With reference now to FIG. 1, an exemplary system 100 that facilitates jointly calibrating a color camera and depth sensor is illustrated. A combination of a color camera and a depth sensor will be referred to herein as a depth camera. As will be described in greater detail below, jointly calibrating a color camera and a depth sensor may comprise learning a rotation and translation between coordinate systems of the color camera and depth sensor, respectively. The system 100 comprises a receiver component 102 that receives a first digital image from a color camera 104 and a second digital image from a depth sensor 106. In an exemplary embodiment, the first digital image output by the color camera 104 may have a resolution that is the same as the resolution of the second digital image output by the depth sensor 106. Furthermore, the depth sensor 106 may be or include any suitable type of depth sensor system including, but not limited to, a stereo vision or structured light system, a depth from focus system, a depth from shape system, a depth from motion system, a time of flight system, or the like. A clock 108 can be in communication with the color camera 104 and the depth sensor 106, and can assign timestamps to images generated by the color camera 104 and the depth sensor 106, such that images from the color camera 104 and depth sensor 106 that correspond to one another in time can be determined.

In an exemplary embodiment, a housing 110 may comprise the color camera 104, the depth sensor 106, and the clock 108. The housing 110 may be a portion of a sensor that is utilized in connection with a video game console to detect position and motion of a game player. In another exemplary embodiment, the housing 110 may be a portion of a computing system that includes the color camera 104 and the depth sensor 106 for purposes of video-based communications. In still yet another exemplary embodiment, the housing 110 may be for a video camera that is configured to generate three-dimensional video. These embodiments are presented for purposes of explanation and are not intended to limit the scope of the claims. For example, the combination of the color camera 104 and the depth sensor 106 can be utilized in connection with a variety of different types of applications, including three-dimensional shape scanning, foreground-background segmentation, facial expression tracking, three-dimensional image or video generation, amongst others.

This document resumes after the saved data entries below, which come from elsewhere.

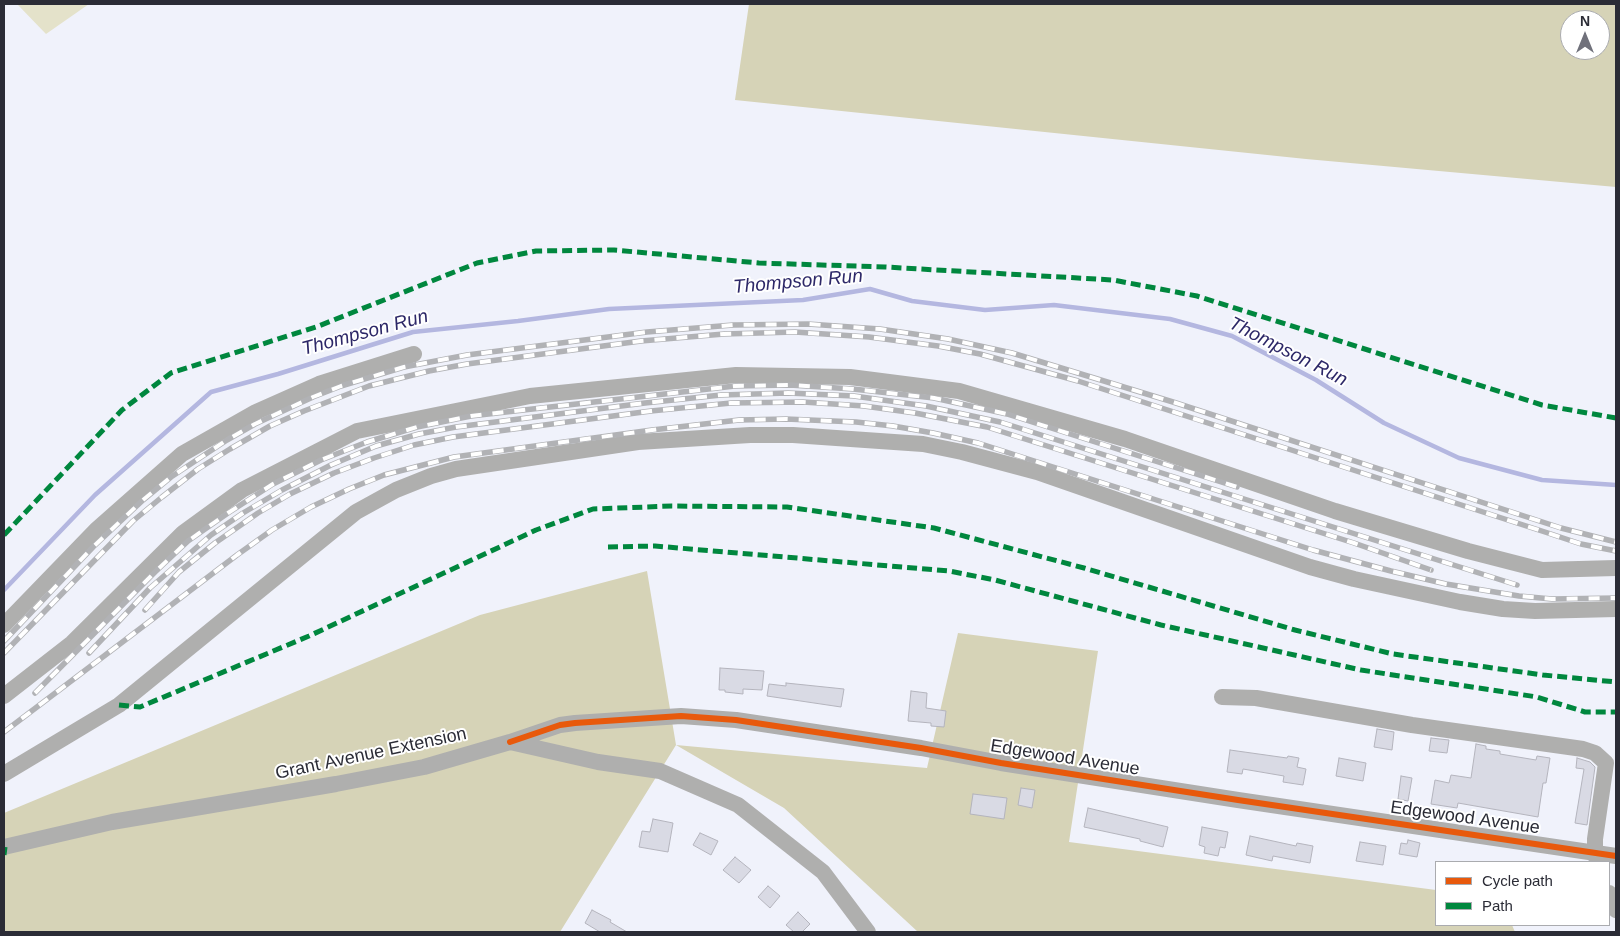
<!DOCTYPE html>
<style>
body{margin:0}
#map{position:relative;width:1620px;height:936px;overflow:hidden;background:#f0f2fb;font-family:Helvetica,sans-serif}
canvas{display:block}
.frame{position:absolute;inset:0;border:5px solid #2b2c36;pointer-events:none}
.legend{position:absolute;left:1435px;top:861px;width:175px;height:65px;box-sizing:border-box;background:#fff;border:1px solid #aaabaf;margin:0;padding:6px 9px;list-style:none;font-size:15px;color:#2b2c36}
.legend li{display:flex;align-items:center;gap:10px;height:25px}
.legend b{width:25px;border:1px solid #aaabaf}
.north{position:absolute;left:1560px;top:10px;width:50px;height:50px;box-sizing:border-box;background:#fff;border:1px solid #aaabaf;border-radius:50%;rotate:0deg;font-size:14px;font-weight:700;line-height:20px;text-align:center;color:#2b2c36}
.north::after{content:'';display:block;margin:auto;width:18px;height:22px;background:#70717b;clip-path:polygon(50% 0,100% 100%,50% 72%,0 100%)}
</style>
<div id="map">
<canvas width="1620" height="936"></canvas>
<div class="frame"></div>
<ul class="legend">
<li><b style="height:6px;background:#e8590c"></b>Cycle path</li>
<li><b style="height:6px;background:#00873e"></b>Path</li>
</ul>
<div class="north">N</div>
</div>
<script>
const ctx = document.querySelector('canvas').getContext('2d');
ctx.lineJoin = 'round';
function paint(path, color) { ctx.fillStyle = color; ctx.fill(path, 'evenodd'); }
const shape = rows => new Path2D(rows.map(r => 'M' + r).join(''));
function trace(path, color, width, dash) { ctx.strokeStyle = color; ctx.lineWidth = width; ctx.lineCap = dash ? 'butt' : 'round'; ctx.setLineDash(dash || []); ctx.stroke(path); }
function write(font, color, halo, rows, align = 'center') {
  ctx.font = font + ' Helvetica,sans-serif'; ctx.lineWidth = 4; ctx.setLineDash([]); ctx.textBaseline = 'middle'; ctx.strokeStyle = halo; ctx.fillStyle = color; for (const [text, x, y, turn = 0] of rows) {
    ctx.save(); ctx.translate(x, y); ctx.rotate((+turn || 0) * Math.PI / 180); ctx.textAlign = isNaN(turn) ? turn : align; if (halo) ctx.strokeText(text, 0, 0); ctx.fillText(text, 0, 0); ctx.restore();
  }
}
const green = shape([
 [17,4,89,4,46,34]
]);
const forest = shape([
 [749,4,1616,4,1616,187,1306,159,735,100],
 [1570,20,1600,20,1600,50,1570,50],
 [647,571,676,745,927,768,958,633,1098,651,1069,842,1436,890,1436,925,1512,925,1515,932,918,932,784,808,676,745,560,932,4,932,4,813,480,615]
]);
const stream = shape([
 [4,590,95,495,211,392,278,374,413,332,518,321,609,309,803,300,870,289,912,301,985,310,1054,305,1170,319,1232,336,1316,380,1384,423,1459,458,1542,480,1616,485]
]);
const building = shape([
 [720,668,764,671,762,690,743,689,743,694,725,692,725,690,719,690,720,668],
 [786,683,844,689,841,707,767,696,769,684,786,686,786,683],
 [911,691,927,693,926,708,946,711,944,727,931,726,931,723,908,721,911,691],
 [1377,729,1394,732,1392,750,1374,747,1377,729],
 [1431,738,1449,740,1447,753,1429,751,1431,738],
 [1476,744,1486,746,1486,749,1500,751,1500,754,1536,760,1537,756,1550,758,1546,783,1543,783,1538,817,1458,803,1457,808,1431,804,1435,780,1449,783,1451,775,1471,778,1476,744],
 [1230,750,1287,758,1288,756,1299,758,1297,767,1306,769,1303,785,1283,782,1284,776,1243,769,1242,774,1227,772,1230,750],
 [1339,758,1366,763,1363,781,1336,776,1339,758],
 [1577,758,1590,762,1595,767,1587,825,1575,823,1584,769,1576,768,1577,758],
 [1401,776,1412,778,1408,801,1398,799,1401,776],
 [1021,788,1035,790,1032,808,1018,805,1021,788],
 [973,794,1007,798,1004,819,970,814,973,794],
 [1088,808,1168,827,1163,847,1140,841,1140,839,1084,827,1088,808],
 [653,819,673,823,668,852,639,847,642,831,650,832,653,819],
 [1202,827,1228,832,1225,848,1220,847,1218,856,1204,853,1205,847,1199,845,1202,827],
 [700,833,718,841,711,855,693,845,700,833],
 [1250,836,1296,846,1297,843,1313,846,1310,863,1273,856,1272,861,1246,855,1250,836],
 [1408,840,1420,843,1417,857,1399,854,1401,843,1407,844,1408,840],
 [1360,842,1386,846,1383,865,1356,861,1360,842],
 [735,857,751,870,739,883,723,870,735,857],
 [768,886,780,896,770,908,758,897,768,886],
 [592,910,611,920,610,922,627,932,600,932,585,923,592,910],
 [798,912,810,924,802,932,794,932,786,925,798,912]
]);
const minor = shape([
 [4,625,96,530,182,454,256,412,319,384,414,354],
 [4,696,72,643,183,533,242,490,357,431,530,396,736,375,850,377,959,391,1125,439,1335,511,1468,551,1542,570,1616,568],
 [1222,697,1256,698,1412,725,1583,749,1595,753,1606,763,1595,839,1595,852,1597,862],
 [510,742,560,725,575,723,681,716,736,720,921,748,1001,763,1238,800,1616,856],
 [4,774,119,705,356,512,396,490,431,476,456,469,638,442,750,435,793,435,923,444,962,452,1037,472,1310,567,1354,579,1460,602,1503,609,1535,611,1616,609],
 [4,847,112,822,336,784,424,767,510,742,598,762,660,771,738,805,823,872,868,932],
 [1609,893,1616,910]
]);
const rail = shape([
 [145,610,179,572,215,543,258,513,290,494,334,473,374,458,414,445,453,437,651,411,731,403,803,402,864,406,915,413,987,427,1354,543,1431,570],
 [4,641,93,547,143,500,171,477,227,440,255,424,313,397,341,386,404,367,467,355,647,332,733,325,808,324,880,329,948,339,1012,353,1173,402,1561,528,1616,542],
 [4,653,133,521,162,497,198,469,230,449,270,426,304,411,369,386,429,371,467,364,641,341,724,334,795,332,869,337,938,346,980,354,1078,381,1548,533,1581,544,1616,551],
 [89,653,150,588,211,535,243,513,282,490,331,465,376,446,419,434,456,427,645,403,721,395,788,393,854,396,926,406,1000,422,1517,585],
 [35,693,155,572,188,541,228,513,273,484,321,460,367,442,417,427,471,416,735,386,790,385,853,389,934,398,1007,414,1237,487],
 [4,732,237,555,272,530,311,507,349,489,384,475,454,457,652,430,739,420,786,419,856,422,893,426,933,433,978,443,1313,550,1391,571,1446,584,1519,596,1552,599,1616,598]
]);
const quiet = shape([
 [4,535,122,410,171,373,316,327,477,263,536,251,614,250,759,263,885,267,1113,280,1197,296,1542,405,1616,418],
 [608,547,655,546,949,571,995,580,1161,625,1361,670,1537,697,1585,712,1616,712],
 [119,705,140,707,309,636,536,530,593,509,672,506,787,507,934,528,1084,568,1295,630,1393,654,1543,675,1616,682],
 [4,855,5,847]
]);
const cycleway = shape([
 [510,742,560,725,575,723,681,716,736,720,921,748,1001,763,1238,800,1616,856]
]);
const streetNames = [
 ["Grant Avenue Extension",371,754,-12],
 ["Edgewood Avenue",1065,758,9],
 ["Edgewood Avenue",1465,818,8]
];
const waterNames = [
 ["Thompson Run",798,282,-5],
 ["Thompson Run",365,333,-15],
 ["Thompson Run",1288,352,27]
];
paint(green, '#e4e2ca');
paint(forest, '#d6d3b7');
trace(stream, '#b4b7e0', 4.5);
paint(building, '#d9dae4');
trace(building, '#b4b4bd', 1);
trace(minor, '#afafae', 16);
trace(rail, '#b1b2b5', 5.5);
trace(rail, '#fff', 4, [11]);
trace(quiet, '#00873e', 5, [10, 5]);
trace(cycleway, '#e8590c', 6);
write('18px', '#2b2c36', '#fff', streetNames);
write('italic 19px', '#2d2868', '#fff', waterNames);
</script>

Pursuant to an example, the color camera 104 and the depth sensor 106 may be directed at a user 112 that is holding or supporting a planar object 114. In an example, the planar object 114 may be a patterned object such as a game board. For instance, the planar object 114 may be a checkerboard. Moreover, the user 112 can be instructed to move the planar object 114 to a plurality of different locations, and the color camera 104 and the depth sensor 106 can capture images that include the planar object 114 at these various locations.

A calibrator component 116 is in communication with the receiver component 102 and jointly calibrates the color camera 104 and the depth sensor 106 based at least in part upon the first digital image generated by the color camera 104 and the second digital image generated by the depth sensor 106. Pursuant to an example, jointly calibrating the color camera 104 and the depth sensor 106 may comprise computing a rotation and translation between a coordinate system of the color camera 104 and a coordinate system of the depth sensor 106. In other words, the calibrator component 116 can output values that indicate how the color camera 104 is aligned and rotated with respect to the depth sensor 106.

A data store 118 can be accessible to the calibrator component 116, and the calibrator component 116 can cause the rotation and translation to be retained in the data store 118. The data store 118 may be any suitable hardware data store, including a hard drive, memory, or the like. The calibrator component 116 may utilize any suitable technique for jointly calibrating the color camera 104 and the depth sensor 106. In an exemplary embodiment, the calibrator component 116 can have knowledge of the three-dimensional orientation and position of the planar object 114 in the first digital image generated by the color camera 104 based at least in part upon a priori knowledge of the pattern of the planar object 114. As the depth sensor 106 is also directed to capture an image of the planar object 114, the calibrator component 116 can leverage the knowledge of the existence of the planar object 114 in the second digital image generated by the depth sensor 106 to compute the rotation and translation between the coordinate systems of the color camera 104 and the depth sensor 106, respectively. Specifically, the calibrator component 116 can fit a plane that corresponds to the planar object 114 in the image generated by the color camera 104 onto the second digital image generated by the depth sensor 106. Such plane can be fit based at least in part upon three-dimensional points in the second digital image generated by the depth sensor 106. The plane fit onto the image generated by the depth sensor 106 and the plane corresponding to the planar object 114 observed in the first digital image generated by the color camera 104 correspond to one another by the rotation and translation that is desirably computed. The calibrator component 116 can compute such rotation and translation and cause these values to be retained in the data store 118.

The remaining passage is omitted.